Entries provided:
- Opening Delimiter -

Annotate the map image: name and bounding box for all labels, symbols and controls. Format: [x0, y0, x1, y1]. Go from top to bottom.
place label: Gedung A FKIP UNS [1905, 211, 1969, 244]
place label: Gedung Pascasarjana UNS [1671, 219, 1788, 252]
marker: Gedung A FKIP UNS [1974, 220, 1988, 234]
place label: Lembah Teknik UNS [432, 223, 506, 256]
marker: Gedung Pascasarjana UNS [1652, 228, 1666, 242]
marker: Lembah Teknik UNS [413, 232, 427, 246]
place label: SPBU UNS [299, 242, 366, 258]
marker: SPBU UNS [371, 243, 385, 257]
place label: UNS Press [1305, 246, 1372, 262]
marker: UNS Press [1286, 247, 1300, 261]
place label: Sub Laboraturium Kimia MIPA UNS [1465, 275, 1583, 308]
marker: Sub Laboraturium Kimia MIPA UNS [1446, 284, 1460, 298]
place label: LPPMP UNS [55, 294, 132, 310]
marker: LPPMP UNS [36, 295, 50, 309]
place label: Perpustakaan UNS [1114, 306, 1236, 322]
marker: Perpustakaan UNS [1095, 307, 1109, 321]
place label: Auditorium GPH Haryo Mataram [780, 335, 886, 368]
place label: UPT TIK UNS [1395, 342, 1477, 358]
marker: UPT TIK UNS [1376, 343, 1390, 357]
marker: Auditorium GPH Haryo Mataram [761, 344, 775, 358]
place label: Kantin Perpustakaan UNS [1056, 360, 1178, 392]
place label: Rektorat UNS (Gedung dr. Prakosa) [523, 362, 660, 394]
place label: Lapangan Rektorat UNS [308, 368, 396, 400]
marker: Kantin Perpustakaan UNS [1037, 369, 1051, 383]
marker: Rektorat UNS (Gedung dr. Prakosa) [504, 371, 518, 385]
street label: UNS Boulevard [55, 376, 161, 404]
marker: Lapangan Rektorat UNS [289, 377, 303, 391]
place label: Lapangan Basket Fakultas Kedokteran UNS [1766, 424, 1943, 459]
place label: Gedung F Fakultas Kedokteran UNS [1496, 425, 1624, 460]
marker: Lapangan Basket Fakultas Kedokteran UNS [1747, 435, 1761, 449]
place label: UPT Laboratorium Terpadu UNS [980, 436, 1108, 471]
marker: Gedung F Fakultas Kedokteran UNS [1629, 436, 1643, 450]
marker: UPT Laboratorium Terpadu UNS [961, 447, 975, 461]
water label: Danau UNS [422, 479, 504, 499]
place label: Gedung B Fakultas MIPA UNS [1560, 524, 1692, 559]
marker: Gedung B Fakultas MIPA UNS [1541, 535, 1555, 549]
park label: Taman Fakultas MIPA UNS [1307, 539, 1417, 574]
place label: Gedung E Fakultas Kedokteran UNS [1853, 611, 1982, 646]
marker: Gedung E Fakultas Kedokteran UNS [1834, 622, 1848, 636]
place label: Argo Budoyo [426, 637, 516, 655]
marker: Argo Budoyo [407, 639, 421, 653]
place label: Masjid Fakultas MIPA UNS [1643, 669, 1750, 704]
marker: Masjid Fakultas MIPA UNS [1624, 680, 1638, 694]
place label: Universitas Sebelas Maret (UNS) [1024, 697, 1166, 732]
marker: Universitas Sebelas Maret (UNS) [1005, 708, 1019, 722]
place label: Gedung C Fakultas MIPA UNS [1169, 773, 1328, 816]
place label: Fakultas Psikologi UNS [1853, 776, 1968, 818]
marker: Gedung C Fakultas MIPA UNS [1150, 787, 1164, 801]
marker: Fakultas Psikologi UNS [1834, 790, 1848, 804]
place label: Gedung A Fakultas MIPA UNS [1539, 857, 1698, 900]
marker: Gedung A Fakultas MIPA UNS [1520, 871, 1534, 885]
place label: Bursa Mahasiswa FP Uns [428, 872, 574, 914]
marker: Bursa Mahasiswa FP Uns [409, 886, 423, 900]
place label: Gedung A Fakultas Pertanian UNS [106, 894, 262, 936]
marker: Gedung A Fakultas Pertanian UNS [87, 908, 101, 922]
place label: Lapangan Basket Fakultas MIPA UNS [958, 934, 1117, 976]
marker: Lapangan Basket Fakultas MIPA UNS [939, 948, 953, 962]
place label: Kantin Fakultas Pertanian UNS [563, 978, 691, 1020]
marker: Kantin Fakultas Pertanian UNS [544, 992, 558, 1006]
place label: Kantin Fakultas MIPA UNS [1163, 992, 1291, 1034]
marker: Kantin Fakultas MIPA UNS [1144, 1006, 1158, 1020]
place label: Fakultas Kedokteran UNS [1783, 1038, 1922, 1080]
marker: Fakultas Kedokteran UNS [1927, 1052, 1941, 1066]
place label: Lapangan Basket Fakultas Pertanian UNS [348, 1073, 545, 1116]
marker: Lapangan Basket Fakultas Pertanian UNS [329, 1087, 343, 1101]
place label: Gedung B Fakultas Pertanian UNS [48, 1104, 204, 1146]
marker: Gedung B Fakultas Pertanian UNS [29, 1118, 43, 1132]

- Closing Delimiter -

Copy out each line of the data that includes the string "Psikologi".

place label: Fakultas Psikologi UNS [1853, 776, 1968, 818]
marker: Fakultas Psikologi UNS [1834, 790, 1848, 804]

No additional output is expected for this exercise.